# GCF factoring Question

• May 23rd 2008, 11:48 AM
cmf0106
GCF factoring Question
Regarding GCF factoring, can the same answer be derived from multiple number sets? Specifically fin the following problem:

$40a^5x+80a^5y-120a^5z$ & its answer 40a^5(x + 2y - 3z)

40 obviously is the GCF and goes into all three numbers. But what if one doesn't realize this initially and decides to approach it as such?

pulling out the terms
$40a^5x = 2^2*10$
$80a^5y=2^4*5$
$-120a^5z= 2^3*15$

then finding the lowest power of each variable and number. Will one still arrive at the same answer as if they used 40 as the GCF?
• May 23rd 2008, 12:14 PM
masters
This is true.

$40=2^3\cdot5$

$80=2^4\cdot5$

$120=2^3\cdot3\cdot5$

Use all the common factors with the least exponent.

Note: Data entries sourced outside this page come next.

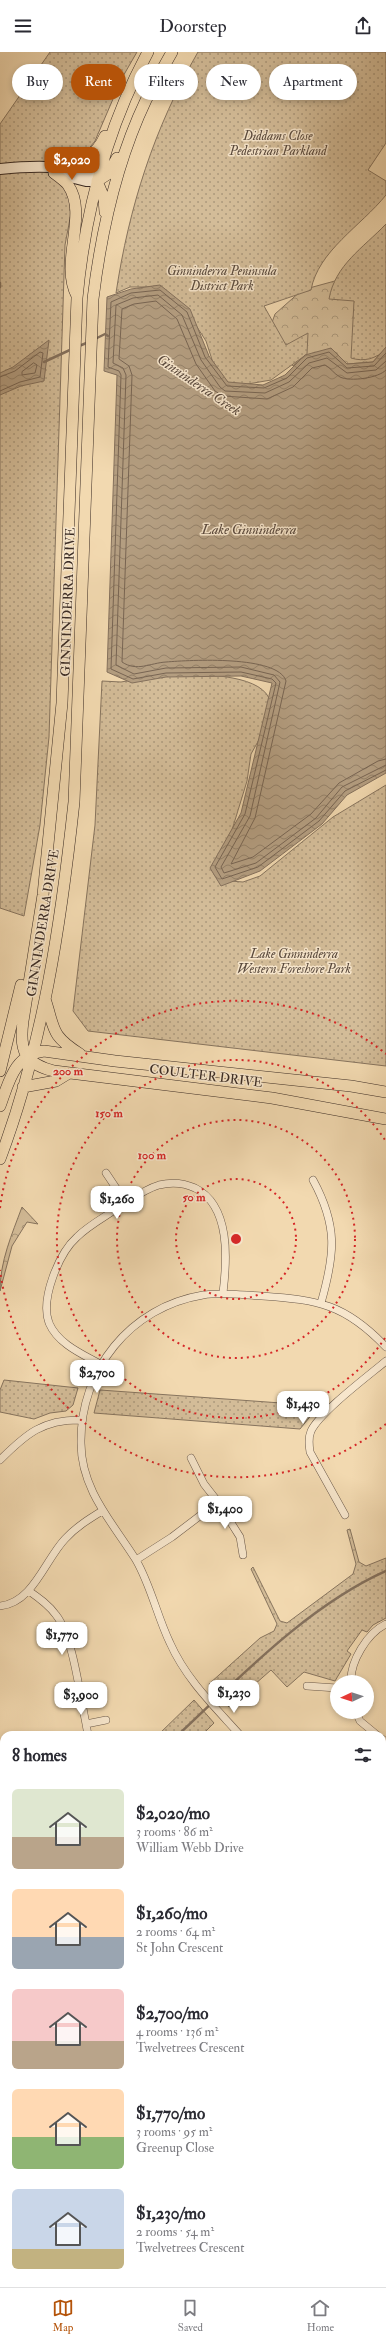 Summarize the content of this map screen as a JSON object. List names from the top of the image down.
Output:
{
  "streets": {
    "main road": ["GINNINDERRA DRIVE", "COULTER DRIVE"]
  },
  "crossings": [
    ["GINNINDERRA DRIVE", "COULTER DRIVE"]
  ],
  "water": ["Ginninderra Creek", "Lake Ginninderra"],
  "parks": ["Diddams Close Pedestrian Parkland", "Ginninderra Peninsula District Park", "Lake Ginninderra Western Foreshore Park"],
  "north": "left",
  "page": {
    "header": "Doorstep",
    "chip": [
      "Buy",
      "Rent",
      "Filters",
      "New",
      "Apartment"
    ],
    "price": [
      "$2,020",
      "$1,260",
      "$2,700",
      "$1,430",
      "$1,400",
      "$1,770",
      "$1,230",
      "$3,900"
    ],
    "heading": "8 homes",
    "list": [
      {
        "name": "$2,020/mo",
        "note": "3 rooms · 86 m² · William Webb Drive"
      },
      {
        "name": "$1,260/mo",
        "note": "2 rooms · 64 m² · St John Crescent"
      },
      {
        "name": "$2,700/mo",
        "note": "4 rooms · 136 m² · Twelvetrees Crescent"
      },
      {
        "name": "$1,770/mo",
        "note": "3 rooms · 95 m² · Greenup Close"
      },
      {
        "name": "$1,230/mo",
        "note": "2 rooms · 54 m² · Twelvetrees Crescent"
      }
    ],
    "tabs": ["Map", "Saved", "Home"]
  },
  "rings": [
    "200 m",
    "150 m",
    "100 m",
    "50 m"
  ]
}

Thus, we have $2^3\cdot5=40$

Do the same for the variables. Find the common variables and use the least exponent.
• May 23rd 2008, 12:20 PM
cmf0106
Yikes, you changed yours up a little bit in your example

Instead of what I used, 2^2 * 10 = 40 for the first term you used 2^3 * 5 was. So is answer is already wrong at this point, going with 2^2 * 10 = 40? If so how can I avoid future problems such as this?
• May 23rd 2008, 12:29 PM
masters
Quote:

Originally Posted by cmf0106
Yikes, you changed yours up a little bit in your example

Instead of what I used, 2^2 * 10 = 40 for the first term you used 2^3 * 5 was. So is answer is already wrong at this point, going with 2^2 * 10 = 40? If so how can I avoid future problems such as this?

You should factor your numbers into the product of primes.

$40=2^3\cdot5$, otherwise you may miss an exponent. You were lucky this time since you already had a $2^3$ as a factor of 120.
• May 23rd 2008, 12:36 PM
Reckoner
Quote:

Originally Posted by cmf0106
Yikes, you changed yours up a little bit in your example

Instead of what I used, 2^2 * 10 = 40 for the first term you used 2^3 * 5 was. So is answer is already wrong at this point, going with 2^2 * 10 = 40? If so how can I avoid future problems such as this?

When factoring numbers to find the GCF, you should factor everything completely into powers of prime numbers. 10 is not prime, because $10=2\cdot5$, but 2 and 5 are both prime. Once you have factored completely, then you can take the common factors, and their product will be your greatest common factor.
• May 23rd 2008, 12:39 PM
masters
Could not have said it better myself.